(Supplied data Opens)
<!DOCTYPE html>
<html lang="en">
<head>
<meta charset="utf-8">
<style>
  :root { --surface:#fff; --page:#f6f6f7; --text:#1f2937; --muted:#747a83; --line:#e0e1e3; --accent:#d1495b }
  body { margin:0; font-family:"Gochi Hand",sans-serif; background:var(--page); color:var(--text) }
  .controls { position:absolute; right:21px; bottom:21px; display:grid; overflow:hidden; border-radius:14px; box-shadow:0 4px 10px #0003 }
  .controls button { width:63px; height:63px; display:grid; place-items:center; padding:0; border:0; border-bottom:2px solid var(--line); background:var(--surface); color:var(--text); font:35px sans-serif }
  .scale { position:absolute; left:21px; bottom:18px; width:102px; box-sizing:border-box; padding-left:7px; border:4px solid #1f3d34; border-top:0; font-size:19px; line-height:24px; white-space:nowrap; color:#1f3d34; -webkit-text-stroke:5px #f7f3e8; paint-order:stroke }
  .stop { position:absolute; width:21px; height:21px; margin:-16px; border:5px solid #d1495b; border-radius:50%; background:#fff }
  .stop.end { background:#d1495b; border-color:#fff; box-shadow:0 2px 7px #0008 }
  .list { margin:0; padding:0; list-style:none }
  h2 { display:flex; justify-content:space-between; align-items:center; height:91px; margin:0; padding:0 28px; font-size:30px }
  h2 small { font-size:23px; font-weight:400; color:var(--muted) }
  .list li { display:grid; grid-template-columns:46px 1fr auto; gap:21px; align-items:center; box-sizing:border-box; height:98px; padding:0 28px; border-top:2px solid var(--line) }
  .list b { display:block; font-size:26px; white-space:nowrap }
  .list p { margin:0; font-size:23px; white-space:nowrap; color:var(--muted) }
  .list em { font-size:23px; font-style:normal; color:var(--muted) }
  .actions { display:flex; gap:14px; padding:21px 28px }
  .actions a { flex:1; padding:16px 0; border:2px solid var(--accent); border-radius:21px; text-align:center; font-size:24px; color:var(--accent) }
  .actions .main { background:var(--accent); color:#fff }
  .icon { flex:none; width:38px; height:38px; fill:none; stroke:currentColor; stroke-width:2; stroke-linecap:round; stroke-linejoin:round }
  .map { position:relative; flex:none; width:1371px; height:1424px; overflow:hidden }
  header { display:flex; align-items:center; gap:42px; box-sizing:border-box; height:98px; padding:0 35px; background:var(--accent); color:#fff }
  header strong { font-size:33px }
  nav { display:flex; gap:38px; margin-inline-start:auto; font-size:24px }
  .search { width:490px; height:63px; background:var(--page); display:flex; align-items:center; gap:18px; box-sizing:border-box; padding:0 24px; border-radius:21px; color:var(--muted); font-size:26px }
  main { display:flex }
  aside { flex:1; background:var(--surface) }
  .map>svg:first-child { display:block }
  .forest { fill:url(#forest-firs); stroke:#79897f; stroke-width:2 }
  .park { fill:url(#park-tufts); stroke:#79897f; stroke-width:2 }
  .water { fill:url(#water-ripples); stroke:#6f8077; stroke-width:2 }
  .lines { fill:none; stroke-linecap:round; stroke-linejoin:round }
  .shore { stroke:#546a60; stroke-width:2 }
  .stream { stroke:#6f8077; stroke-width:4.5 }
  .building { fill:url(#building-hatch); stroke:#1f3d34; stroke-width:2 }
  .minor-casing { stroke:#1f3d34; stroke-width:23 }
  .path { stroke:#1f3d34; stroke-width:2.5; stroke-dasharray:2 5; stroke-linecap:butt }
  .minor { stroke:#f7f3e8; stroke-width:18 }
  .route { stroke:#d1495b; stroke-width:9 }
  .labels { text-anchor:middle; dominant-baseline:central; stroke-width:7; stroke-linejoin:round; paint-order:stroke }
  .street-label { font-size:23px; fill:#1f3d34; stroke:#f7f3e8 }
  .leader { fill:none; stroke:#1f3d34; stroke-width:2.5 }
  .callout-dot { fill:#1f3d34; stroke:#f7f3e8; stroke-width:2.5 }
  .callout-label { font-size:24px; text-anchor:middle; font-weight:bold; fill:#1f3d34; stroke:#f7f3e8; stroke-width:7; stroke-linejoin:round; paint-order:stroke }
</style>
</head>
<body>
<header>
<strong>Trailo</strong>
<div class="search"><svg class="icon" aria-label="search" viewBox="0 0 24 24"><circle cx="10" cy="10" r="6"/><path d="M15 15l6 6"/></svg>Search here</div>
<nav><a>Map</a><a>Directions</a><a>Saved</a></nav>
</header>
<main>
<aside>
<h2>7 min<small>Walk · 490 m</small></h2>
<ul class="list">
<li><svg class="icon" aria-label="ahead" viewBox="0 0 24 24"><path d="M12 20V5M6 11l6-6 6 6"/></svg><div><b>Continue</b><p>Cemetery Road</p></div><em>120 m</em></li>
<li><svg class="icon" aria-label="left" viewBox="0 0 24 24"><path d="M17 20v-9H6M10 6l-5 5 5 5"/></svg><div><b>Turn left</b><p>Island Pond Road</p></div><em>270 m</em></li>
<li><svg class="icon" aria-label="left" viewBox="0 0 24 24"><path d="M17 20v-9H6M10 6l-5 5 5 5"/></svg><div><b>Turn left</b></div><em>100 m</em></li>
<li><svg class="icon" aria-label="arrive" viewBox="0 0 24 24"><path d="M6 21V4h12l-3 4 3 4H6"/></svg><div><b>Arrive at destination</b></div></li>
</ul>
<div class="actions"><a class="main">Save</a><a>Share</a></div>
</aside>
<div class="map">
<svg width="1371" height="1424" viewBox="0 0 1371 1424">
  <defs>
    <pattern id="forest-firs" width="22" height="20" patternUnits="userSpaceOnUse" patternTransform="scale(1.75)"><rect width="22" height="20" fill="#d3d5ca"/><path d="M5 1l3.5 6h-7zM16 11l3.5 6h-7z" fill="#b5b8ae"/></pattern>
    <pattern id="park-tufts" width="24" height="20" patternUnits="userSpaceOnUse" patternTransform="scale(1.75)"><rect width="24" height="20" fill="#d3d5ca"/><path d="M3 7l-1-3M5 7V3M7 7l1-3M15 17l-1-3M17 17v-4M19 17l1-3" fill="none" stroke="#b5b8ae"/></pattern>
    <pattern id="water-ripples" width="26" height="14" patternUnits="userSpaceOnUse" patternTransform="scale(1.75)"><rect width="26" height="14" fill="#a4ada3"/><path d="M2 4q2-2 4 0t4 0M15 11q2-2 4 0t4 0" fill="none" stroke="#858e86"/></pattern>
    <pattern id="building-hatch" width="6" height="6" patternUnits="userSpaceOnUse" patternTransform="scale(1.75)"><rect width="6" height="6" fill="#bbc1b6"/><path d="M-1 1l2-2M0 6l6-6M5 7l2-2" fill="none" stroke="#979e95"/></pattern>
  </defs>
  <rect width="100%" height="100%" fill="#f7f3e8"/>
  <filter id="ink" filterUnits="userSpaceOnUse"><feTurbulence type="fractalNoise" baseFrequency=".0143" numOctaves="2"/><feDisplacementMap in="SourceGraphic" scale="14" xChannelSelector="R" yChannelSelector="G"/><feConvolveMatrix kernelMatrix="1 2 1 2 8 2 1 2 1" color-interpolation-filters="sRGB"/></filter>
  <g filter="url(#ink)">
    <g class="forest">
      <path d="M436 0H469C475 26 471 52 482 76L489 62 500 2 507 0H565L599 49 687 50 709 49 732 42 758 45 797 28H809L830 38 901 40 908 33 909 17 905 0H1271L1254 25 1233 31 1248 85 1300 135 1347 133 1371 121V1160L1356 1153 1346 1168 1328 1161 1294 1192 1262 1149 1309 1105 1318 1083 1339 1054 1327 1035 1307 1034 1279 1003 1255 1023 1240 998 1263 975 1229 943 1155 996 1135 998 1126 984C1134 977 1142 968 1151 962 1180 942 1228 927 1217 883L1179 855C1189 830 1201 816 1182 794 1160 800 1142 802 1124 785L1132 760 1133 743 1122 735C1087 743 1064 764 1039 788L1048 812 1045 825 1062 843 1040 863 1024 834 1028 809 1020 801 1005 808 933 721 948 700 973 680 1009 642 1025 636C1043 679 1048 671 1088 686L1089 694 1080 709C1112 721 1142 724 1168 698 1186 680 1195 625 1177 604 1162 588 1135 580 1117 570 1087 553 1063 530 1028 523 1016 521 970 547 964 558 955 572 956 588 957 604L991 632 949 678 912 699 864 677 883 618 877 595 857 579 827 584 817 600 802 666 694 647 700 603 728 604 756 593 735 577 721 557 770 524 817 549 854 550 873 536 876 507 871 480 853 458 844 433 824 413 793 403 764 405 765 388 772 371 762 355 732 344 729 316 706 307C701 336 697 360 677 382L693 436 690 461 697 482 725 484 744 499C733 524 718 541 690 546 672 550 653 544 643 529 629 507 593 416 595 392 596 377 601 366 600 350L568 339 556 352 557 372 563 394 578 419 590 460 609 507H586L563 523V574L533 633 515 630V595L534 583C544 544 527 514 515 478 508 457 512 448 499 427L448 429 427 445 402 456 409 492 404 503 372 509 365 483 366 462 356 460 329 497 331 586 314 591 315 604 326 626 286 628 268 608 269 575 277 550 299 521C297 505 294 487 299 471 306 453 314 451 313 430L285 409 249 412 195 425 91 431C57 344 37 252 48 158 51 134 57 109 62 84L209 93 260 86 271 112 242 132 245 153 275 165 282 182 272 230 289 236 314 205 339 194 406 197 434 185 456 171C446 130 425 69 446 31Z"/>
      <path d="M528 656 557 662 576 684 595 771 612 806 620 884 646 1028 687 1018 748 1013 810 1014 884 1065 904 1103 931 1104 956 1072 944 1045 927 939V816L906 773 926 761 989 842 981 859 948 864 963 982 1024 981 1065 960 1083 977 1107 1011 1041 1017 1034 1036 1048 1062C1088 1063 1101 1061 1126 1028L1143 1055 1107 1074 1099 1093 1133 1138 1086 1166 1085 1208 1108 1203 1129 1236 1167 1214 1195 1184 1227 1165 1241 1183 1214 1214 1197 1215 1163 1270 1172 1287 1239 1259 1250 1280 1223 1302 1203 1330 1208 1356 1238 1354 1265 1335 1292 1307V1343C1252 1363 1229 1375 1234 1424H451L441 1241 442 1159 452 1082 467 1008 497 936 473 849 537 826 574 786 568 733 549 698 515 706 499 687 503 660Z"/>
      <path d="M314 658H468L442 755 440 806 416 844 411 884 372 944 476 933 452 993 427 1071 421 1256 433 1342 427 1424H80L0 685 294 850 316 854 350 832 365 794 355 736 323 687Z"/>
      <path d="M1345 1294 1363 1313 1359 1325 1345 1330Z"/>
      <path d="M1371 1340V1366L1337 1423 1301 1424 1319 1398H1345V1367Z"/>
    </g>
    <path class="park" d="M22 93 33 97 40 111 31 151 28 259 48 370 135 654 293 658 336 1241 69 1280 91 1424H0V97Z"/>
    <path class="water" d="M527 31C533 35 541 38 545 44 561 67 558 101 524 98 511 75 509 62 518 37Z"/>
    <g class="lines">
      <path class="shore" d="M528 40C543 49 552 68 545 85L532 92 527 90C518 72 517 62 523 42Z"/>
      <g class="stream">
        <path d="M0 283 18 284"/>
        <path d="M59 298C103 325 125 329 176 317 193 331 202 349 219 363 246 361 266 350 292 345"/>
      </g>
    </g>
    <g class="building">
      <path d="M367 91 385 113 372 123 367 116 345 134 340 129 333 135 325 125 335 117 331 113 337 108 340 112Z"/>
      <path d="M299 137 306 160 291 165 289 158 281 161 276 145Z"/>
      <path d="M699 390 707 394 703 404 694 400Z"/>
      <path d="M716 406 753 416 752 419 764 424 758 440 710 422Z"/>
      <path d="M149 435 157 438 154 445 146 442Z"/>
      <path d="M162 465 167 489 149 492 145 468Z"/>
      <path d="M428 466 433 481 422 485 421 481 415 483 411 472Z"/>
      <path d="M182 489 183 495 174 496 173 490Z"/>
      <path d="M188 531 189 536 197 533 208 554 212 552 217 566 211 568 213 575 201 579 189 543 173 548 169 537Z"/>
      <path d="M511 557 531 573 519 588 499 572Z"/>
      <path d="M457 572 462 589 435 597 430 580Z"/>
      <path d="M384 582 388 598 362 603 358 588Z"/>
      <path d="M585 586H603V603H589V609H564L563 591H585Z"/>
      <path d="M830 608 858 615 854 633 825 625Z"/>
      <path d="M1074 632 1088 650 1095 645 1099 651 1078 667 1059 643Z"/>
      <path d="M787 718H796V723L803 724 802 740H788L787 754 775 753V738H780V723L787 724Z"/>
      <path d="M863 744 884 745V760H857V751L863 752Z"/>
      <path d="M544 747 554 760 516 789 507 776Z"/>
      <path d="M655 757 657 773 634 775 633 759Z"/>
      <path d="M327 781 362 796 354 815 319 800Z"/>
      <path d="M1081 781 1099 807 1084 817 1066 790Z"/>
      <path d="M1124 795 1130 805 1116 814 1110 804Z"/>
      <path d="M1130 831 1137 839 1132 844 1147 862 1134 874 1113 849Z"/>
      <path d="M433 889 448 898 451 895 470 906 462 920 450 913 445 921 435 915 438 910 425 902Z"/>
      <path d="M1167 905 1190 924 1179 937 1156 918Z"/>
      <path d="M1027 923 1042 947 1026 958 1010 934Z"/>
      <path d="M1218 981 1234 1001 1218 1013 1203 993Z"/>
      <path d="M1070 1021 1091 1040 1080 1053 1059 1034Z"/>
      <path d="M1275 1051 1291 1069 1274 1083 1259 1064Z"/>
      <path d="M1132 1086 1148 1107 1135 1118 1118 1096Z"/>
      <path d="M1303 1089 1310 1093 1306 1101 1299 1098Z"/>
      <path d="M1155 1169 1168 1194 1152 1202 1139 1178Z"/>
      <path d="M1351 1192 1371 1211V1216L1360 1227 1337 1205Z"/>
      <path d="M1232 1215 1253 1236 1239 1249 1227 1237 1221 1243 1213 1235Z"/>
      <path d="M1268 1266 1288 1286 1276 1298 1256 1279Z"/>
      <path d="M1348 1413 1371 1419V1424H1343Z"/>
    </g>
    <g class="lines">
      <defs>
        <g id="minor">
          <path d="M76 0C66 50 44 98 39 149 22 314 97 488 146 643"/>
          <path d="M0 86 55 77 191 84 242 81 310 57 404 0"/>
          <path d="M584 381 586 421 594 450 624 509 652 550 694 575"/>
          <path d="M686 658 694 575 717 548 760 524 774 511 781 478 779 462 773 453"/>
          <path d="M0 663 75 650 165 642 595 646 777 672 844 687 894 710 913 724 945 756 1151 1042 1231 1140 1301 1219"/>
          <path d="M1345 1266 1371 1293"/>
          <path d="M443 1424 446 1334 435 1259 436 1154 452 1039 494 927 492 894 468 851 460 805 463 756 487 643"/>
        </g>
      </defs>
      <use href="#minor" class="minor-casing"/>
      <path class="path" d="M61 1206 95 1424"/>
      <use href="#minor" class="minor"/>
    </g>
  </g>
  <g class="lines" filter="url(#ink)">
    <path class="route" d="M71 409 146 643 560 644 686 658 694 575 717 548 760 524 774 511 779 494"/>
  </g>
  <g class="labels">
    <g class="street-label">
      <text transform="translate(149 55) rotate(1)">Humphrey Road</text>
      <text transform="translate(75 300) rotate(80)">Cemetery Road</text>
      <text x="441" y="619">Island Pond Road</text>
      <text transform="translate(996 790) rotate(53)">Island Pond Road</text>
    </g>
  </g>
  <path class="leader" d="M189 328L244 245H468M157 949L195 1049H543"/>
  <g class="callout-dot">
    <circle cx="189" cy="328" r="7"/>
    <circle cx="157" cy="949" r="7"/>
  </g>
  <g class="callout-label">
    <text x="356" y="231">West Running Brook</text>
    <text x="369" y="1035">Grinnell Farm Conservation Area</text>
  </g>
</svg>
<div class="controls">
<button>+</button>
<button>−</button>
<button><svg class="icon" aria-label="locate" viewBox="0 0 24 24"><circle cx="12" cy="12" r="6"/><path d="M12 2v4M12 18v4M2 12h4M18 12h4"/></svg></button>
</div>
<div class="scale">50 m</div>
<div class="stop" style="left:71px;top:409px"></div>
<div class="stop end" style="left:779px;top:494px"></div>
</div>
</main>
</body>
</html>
(Supplied data Closes)
■ **Exercise aim**
A line belongs in the answer if it contains the word "lines"; copy every such line from the data above.

■ **Written reply**
  .lines { fill:none; stroke-linecap:round; stroke-linejoin:round }
    <g class="lines">
    <g class="lines">
  <g class="lines" filter="url(#ink)">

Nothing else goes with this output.